If you said seizures, you would be correct. This is how things are supposed to go post surgery. The RNS is strictly monitoring right now. Despite the fact that we knew that they would return, this is harder somehow. We had a nice reprieve and I think it might be the first time we’ve let our guard down or taken a breath and now this feels like a punch right in the gut. It’s hard, even though we knew, it’s hard. Really, all of this is hard. Knowing we’re playing the long game and will hopefully have some seizure relief helps but it’s still heartbreaking and exhausting.
When you have a child you celebrate so many milestones and those amazing firsts. When you have a kiddo who has Epilepsy (or any kind of chronic condition, I imagine) you encounter some other firsts. Some are amazing and some are heartbreaking.
This week we had : the first big seizures since before surgery, first time we’ve had to go get Max from school for a big seizure since before surgery, the first time we’ve had to use rescue meds in a few months, the first time I’ve been at a loss of what to do and considered driving us to Lurie’s to get admitted to the ER.

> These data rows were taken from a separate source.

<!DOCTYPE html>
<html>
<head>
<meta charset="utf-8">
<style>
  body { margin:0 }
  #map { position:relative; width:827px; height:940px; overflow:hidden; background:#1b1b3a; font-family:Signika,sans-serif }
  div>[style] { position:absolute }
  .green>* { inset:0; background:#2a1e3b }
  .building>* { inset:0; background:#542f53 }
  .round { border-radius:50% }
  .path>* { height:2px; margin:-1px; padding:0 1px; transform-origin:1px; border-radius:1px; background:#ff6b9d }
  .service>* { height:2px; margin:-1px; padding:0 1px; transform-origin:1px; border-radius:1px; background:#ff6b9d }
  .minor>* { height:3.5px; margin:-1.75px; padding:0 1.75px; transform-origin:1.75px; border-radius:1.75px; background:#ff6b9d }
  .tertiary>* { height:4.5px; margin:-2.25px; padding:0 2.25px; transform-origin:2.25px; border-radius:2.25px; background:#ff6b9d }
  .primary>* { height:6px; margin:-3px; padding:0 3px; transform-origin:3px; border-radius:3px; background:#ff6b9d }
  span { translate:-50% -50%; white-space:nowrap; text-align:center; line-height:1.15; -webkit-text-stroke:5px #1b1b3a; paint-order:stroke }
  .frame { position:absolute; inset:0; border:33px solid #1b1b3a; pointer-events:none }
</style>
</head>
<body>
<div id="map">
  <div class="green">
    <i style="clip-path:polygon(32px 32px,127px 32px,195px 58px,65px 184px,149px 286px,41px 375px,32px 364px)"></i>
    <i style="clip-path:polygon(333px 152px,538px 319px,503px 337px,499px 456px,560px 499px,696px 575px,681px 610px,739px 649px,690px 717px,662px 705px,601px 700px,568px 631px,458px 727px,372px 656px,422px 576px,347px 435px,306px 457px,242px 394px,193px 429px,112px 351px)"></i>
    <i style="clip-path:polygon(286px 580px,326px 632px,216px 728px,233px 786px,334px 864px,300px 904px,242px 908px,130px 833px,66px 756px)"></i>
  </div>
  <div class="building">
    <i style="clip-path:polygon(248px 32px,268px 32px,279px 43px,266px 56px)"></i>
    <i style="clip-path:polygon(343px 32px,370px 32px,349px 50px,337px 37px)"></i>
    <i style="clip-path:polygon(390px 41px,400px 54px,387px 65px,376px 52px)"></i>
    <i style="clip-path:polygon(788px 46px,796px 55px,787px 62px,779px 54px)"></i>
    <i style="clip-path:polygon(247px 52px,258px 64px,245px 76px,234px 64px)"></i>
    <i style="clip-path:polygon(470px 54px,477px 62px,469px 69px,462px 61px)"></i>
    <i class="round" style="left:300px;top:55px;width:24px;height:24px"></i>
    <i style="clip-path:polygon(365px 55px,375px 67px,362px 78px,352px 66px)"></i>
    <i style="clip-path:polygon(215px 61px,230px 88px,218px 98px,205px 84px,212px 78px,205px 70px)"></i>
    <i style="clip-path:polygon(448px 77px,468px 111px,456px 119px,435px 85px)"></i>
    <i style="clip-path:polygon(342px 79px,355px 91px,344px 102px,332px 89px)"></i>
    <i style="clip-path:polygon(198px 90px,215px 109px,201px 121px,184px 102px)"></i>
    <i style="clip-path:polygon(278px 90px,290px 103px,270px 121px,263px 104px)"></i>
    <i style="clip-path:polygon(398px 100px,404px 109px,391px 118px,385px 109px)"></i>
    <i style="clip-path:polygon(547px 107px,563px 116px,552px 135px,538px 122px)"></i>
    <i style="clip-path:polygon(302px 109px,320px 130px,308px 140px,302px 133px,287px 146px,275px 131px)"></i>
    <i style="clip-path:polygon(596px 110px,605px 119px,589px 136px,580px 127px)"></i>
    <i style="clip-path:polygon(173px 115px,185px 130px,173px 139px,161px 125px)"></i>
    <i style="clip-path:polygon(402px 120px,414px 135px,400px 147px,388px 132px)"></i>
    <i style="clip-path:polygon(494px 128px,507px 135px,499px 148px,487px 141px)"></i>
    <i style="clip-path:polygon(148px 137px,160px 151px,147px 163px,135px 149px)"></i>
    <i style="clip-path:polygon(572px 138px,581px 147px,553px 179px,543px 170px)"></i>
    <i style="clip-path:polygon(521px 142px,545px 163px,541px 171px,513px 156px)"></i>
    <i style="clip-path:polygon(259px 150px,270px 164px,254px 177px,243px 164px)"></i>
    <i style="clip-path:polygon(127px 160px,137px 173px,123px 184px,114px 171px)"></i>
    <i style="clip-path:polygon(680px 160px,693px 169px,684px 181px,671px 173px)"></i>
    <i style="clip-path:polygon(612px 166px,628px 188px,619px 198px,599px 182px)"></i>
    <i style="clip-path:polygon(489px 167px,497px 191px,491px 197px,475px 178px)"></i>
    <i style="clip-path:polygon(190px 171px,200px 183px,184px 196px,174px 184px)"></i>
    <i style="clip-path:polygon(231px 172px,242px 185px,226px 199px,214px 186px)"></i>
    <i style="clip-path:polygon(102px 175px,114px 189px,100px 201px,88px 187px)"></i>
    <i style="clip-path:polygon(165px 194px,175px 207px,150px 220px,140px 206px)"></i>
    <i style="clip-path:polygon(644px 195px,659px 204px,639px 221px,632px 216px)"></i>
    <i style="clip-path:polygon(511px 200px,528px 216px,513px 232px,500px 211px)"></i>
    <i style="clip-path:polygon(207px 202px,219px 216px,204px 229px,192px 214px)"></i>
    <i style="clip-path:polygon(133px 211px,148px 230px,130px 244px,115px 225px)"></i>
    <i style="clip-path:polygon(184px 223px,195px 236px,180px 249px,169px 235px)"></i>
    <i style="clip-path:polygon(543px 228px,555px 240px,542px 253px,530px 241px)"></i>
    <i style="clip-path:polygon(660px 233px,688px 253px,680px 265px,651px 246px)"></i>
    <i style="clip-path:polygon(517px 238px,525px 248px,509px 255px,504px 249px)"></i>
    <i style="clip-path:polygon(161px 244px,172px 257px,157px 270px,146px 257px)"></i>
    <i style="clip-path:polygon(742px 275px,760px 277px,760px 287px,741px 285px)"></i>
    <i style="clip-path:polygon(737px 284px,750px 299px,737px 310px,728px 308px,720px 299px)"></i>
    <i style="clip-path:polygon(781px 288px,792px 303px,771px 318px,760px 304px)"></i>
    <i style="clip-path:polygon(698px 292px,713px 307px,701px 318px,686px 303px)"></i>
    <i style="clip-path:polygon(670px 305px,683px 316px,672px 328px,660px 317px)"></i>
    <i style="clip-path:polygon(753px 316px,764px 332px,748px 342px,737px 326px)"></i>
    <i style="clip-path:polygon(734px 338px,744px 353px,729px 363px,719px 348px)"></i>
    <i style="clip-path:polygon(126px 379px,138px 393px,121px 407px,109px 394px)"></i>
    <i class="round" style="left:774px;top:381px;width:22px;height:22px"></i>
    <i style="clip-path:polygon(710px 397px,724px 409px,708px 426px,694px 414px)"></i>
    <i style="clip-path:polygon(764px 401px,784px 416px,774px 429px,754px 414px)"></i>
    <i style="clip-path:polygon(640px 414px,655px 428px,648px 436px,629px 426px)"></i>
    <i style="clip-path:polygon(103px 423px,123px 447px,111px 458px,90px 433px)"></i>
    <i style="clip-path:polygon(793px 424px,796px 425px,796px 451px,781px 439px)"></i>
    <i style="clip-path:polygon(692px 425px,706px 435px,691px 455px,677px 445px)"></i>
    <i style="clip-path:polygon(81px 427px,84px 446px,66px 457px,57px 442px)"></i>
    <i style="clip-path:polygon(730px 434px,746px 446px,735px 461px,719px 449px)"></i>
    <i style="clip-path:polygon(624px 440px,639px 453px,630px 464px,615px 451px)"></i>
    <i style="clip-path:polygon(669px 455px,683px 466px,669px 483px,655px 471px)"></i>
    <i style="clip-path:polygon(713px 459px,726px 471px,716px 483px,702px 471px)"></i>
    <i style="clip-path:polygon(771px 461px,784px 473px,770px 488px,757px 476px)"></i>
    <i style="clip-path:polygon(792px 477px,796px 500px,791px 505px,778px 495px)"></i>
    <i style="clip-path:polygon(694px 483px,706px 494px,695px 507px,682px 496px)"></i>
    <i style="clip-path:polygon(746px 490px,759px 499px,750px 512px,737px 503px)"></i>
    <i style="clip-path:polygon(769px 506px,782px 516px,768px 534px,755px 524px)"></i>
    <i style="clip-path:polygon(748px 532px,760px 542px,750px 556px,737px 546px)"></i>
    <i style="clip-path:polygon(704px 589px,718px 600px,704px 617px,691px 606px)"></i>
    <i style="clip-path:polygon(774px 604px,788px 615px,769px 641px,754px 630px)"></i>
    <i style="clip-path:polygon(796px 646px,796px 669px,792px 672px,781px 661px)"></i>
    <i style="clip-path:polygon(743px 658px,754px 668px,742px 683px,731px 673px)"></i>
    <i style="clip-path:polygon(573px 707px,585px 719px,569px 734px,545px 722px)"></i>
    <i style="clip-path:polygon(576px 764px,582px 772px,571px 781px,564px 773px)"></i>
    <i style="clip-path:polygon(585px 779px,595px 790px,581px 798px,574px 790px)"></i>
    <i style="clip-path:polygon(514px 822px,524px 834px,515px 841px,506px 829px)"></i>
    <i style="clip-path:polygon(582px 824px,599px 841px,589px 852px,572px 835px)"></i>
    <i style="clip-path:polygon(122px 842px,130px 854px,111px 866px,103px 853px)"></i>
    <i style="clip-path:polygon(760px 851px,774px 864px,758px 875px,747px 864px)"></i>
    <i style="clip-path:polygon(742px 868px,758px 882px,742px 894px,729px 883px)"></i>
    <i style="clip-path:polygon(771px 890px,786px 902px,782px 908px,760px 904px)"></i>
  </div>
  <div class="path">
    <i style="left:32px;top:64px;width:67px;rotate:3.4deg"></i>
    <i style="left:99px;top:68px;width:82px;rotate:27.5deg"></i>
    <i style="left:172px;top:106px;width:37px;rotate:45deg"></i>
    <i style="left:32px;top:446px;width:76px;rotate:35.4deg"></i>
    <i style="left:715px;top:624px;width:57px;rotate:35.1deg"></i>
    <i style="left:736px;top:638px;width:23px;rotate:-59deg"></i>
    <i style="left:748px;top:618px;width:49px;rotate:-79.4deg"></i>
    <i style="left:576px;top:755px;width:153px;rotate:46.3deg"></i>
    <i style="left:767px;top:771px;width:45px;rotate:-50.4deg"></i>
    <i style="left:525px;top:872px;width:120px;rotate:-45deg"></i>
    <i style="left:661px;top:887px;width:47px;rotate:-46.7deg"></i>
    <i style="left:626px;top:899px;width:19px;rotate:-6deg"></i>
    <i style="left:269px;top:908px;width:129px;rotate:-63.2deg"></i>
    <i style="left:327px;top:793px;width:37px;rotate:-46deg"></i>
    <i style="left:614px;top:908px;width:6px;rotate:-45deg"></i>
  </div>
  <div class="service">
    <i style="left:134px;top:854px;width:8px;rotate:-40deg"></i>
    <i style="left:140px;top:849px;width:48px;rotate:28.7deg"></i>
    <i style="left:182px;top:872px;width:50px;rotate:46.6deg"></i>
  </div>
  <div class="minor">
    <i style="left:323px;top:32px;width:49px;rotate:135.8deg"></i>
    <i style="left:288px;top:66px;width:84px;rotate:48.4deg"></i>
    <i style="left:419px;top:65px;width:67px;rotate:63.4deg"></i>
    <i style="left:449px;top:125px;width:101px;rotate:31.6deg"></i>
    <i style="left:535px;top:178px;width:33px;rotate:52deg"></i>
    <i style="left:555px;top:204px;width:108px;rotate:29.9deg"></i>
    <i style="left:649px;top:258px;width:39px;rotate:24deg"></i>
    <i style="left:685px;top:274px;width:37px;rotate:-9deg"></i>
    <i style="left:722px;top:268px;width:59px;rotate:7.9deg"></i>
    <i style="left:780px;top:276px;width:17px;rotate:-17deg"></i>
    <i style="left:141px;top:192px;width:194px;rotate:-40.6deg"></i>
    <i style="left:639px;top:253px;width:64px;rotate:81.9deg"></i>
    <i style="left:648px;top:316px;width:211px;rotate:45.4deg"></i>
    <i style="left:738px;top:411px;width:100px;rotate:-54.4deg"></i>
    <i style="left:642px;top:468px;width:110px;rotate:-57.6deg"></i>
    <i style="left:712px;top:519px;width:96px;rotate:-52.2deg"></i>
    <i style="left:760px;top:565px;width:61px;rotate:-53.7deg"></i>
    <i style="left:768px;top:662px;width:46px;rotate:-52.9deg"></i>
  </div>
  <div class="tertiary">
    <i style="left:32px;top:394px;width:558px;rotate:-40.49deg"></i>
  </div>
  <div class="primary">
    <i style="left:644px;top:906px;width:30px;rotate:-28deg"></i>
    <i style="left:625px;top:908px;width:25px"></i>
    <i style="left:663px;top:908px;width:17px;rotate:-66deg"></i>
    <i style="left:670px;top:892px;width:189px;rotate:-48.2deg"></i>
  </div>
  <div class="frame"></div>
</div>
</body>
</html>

I can count on one hand the times that Max has complained or been sad about having Epilepsy. This is taking its toll on us all right now. He is Max and amazing so he doesn’t stay down for long. He’s ready for a break though and so are we. It does help him (and us) to remember that he is helping others with all the data they are gathering from his RNS. We have an in person appointment this week to talk data and we’re hopeful they have enough data to make some adjustments to his RNS.
In the meantime, we will keep on looking for the bright spots.
Elizabeth Lopez
February 8, 2021This is absolutely gut wrenching. I’m sorry this is happening. I hope you get answers at your appointment this week. I’ve been praying for you guys and thinking of you.